BEGIN EXERCISE DATA

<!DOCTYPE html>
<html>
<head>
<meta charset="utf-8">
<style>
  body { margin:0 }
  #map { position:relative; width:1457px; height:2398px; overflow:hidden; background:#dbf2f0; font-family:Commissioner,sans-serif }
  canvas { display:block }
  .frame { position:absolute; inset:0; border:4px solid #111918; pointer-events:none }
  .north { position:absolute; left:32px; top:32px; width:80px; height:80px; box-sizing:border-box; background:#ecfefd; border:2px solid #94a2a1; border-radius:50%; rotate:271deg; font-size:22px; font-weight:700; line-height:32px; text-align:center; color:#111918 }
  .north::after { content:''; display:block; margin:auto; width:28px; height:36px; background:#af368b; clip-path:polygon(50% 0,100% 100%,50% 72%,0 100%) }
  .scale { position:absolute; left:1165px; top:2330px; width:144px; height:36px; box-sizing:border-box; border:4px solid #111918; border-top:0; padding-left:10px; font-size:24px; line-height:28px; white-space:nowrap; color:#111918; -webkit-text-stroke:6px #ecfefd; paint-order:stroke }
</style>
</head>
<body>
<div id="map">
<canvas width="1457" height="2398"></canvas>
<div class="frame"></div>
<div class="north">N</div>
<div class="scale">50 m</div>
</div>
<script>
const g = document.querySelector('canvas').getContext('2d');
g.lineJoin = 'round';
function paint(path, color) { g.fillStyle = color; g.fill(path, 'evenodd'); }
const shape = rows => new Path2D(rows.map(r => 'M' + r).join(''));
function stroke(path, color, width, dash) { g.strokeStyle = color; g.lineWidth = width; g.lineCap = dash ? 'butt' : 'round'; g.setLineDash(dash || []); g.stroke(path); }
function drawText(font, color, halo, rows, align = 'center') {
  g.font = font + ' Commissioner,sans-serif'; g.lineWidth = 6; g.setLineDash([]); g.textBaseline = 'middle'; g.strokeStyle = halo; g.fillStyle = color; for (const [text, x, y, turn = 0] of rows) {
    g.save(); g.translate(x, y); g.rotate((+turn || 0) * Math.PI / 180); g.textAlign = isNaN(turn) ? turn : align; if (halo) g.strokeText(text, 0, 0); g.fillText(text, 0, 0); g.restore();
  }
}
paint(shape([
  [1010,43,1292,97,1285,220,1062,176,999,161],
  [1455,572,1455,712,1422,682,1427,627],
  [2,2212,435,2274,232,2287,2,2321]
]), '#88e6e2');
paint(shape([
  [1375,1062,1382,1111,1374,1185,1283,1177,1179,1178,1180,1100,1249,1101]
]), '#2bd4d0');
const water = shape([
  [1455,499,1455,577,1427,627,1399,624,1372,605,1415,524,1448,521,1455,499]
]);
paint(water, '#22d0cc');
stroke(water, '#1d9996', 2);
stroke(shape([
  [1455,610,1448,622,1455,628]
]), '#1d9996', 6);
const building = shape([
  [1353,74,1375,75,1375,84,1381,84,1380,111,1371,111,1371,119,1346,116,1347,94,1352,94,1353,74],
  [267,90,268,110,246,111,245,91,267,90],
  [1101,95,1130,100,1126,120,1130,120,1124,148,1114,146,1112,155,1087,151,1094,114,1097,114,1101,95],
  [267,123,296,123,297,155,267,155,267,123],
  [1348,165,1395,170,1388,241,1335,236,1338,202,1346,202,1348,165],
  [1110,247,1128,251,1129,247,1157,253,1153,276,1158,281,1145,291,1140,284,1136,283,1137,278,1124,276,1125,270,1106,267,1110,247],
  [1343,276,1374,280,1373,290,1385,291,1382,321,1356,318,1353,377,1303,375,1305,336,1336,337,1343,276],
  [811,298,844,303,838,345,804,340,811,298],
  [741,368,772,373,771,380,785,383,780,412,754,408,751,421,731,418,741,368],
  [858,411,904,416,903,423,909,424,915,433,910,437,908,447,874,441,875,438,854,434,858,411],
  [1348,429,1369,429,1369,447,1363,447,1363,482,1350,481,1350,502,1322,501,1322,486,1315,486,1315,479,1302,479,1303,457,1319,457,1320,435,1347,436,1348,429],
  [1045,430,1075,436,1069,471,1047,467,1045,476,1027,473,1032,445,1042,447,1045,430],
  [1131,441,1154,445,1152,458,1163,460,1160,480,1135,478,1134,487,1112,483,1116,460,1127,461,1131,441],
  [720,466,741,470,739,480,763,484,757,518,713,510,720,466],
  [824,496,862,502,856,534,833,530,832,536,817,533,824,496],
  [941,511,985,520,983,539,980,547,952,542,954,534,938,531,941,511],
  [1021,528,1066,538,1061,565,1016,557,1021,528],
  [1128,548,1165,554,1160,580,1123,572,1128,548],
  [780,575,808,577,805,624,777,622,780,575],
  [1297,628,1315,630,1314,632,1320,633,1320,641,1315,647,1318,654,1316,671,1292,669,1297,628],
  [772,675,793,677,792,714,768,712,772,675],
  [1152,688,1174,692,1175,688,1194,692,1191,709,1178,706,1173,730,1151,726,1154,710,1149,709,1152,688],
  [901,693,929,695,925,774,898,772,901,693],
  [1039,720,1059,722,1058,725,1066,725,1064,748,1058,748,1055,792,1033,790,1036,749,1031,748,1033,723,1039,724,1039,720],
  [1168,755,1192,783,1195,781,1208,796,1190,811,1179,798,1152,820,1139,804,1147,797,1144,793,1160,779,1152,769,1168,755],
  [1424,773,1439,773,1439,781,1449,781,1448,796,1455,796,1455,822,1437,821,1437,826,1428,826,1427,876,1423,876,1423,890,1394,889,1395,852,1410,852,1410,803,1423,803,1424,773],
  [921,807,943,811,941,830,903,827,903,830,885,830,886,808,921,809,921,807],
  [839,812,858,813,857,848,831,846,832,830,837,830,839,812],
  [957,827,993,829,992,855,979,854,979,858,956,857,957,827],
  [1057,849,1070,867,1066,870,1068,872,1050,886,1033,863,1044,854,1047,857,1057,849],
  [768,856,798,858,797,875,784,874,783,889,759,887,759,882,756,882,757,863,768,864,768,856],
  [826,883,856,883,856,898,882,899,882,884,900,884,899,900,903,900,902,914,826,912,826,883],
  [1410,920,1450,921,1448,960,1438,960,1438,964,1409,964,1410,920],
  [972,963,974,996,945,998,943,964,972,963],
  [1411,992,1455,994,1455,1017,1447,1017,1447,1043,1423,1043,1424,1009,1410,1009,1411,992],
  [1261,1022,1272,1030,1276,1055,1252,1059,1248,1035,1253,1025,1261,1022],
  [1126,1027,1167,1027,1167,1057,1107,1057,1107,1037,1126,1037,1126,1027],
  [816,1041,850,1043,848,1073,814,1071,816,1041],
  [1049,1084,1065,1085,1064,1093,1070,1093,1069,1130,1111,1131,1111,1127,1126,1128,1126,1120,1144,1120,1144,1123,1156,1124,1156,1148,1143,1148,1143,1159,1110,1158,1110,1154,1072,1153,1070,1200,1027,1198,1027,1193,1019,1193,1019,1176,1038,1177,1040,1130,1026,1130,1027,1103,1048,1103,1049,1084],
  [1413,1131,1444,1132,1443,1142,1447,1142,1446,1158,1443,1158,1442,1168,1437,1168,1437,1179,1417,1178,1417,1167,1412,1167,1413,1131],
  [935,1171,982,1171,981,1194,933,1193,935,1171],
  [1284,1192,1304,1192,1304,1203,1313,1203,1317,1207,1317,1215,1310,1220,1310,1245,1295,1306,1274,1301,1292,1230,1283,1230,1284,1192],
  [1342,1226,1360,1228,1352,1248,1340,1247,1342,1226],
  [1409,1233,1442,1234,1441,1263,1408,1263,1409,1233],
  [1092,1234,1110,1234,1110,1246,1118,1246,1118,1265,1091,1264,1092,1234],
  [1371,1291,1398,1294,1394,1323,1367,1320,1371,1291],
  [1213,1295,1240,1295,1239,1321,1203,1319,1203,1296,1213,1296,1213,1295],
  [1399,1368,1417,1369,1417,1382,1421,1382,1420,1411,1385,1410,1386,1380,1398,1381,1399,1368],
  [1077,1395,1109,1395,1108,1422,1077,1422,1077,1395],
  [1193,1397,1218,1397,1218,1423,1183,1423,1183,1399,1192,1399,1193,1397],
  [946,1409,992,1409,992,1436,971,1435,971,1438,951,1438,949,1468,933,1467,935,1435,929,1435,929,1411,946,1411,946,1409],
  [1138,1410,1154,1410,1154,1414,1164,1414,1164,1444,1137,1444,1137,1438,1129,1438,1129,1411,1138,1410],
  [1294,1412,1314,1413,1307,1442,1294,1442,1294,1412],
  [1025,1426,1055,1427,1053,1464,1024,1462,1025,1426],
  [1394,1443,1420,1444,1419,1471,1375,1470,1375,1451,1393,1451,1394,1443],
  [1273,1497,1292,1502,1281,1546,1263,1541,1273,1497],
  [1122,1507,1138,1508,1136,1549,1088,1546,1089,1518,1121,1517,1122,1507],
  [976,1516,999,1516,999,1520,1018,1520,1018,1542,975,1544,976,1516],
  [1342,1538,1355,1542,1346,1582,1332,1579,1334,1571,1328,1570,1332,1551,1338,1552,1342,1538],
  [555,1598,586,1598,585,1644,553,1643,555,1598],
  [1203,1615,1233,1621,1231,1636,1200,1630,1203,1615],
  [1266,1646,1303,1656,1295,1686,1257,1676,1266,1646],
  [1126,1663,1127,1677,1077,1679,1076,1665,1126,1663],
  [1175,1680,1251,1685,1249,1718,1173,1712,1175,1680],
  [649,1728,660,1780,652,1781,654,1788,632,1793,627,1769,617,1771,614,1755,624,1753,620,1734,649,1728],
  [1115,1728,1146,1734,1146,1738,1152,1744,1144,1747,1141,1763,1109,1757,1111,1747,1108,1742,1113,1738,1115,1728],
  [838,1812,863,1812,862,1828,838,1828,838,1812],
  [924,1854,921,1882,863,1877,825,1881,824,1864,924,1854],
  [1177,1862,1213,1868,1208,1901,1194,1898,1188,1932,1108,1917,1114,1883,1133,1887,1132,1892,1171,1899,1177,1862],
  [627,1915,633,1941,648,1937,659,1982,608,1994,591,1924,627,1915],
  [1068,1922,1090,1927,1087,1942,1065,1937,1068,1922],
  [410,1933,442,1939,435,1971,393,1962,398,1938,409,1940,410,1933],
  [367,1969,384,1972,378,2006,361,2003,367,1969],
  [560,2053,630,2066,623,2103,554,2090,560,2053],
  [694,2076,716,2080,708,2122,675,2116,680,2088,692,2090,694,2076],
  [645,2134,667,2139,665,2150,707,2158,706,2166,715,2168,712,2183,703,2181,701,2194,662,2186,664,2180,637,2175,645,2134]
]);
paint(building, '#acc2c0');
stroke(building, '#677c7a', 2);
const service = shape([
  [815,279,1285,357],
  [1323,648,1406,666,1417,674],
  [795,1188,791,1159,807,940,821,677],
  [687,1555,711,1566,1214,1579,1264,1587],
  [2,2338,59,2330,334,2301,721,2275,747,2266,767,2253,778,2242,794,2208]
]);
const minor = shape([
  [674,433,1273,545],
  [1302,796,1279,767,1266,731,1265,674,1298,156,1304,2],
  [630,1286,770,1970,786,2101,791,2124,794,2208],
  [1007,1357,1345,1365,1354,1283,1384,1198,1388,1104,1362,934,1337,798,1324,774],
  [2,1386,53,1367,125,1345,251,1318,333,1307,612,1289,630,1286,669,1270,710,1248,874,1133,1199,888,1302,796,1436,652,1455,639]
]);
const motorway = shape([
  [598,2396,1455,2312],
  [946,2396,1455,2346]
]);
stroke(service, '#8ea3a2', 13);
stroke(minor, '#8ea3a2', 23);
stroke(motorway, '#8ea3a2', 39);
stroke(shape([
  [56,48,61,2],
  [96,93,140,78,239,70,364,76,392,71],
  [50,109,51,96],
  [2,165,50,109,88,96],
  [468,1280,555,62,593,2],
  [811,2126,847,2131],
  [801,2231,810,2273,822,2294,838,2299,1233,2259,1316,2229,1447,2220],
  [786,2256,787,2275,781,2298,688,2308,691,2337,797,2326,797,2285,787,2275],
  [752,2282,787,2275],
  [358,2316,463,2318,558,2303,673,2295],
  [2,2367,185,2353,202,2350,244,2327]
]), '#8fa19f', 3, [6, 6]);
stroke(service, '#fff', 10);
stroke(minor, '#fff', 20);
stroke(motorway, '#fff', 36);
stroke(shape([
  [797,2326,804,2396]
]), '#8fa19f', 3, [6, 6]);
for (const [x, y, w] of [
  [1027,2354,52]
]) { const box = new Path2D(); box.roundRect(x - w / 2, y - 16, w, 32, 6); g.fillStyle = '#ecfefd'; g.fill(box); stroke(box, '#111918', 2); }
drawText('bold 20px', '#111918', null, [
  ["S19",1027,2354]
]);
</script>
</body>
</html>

END EXERCISE DATA

## WHAT IS BEING ASKED
Each line from the top of the entries above through the line containing "g.font = font" must be transcribed exactly, and no other line may appear.

## RESULT OF THIS EXERCISE
<!DOCTYPE html>
<html>
<head>
<meta charset="utf-8">
<style>
  body { margin:0 }
  #map { position:relative; width:1457px; height:2398px; overflow:hidden; background:#dbf2f0; font-family:Commissioner,sans-serif }
  canvas { display:block }
  .frame { position:absolute; inset:0; border:4px solid #111918; pointer-events:none }
  .north { position:absolute; left:32px; top:32px; width:80px; height:80px; box-sizing:border-box; background:#ecfefd; border:2px solid #94a2a1; border-radius:50%; rotate:271deg; font-size:22px; font-weight:700; line-height:32px; text-align:center; color:#111918 }
  .north::after { content:''; display:block; margin:auto; width:28px; height:36px; background:#af368b; clip-path:polygon(50% 0,100% 100%,50% 72%,0 100%) }
  .scale { position:absolute; left:1165px; top:2330px; width:144px; height:36px; box-sizing:border-box; border:4px solid #111918; border-top:0; padding-left:10px; font-size:24px; line-height:28px; white-space:nowrap; color:#111918; -webkit-text-stroke:6px #ecfefd; paint-order:stroke }
</style>
</head>
<body>
<div id="map">
<canvas width="1457" height="2398"></canvas>
<div class="frame"></div>
<div class="north">N</div>
<div class="scale">50 m</div>
</div>
<script>
const g = document.querySelector('canvas').getContext('2d');
g.lineJoin = 'round';
function paint(path, color) { g.fillStyle = color; g.fill(path, 'evenodd'); }
const shape = rows => new Path2D(rows.map(r => 'M' + r).join(''));
function stroke(path, color, width, dash) { g.strokeStyle = color; g.lineWidth = width; g.lineCap = dash ? 'butt' : 'round'; g.setLineDash(dash || []); g.stroke(path); }
function drawText(font, color, halo, rows, align = 'center') {
  g.font = font + ' Commissioner,sans-serif'; g.lineWidth = 6; g.setLineDash([]); g.textBaseline = 'middle'; g.strokeStyle = halo; g.fillStyle = color; for (const [text, x, y, turn = 0] of rows) {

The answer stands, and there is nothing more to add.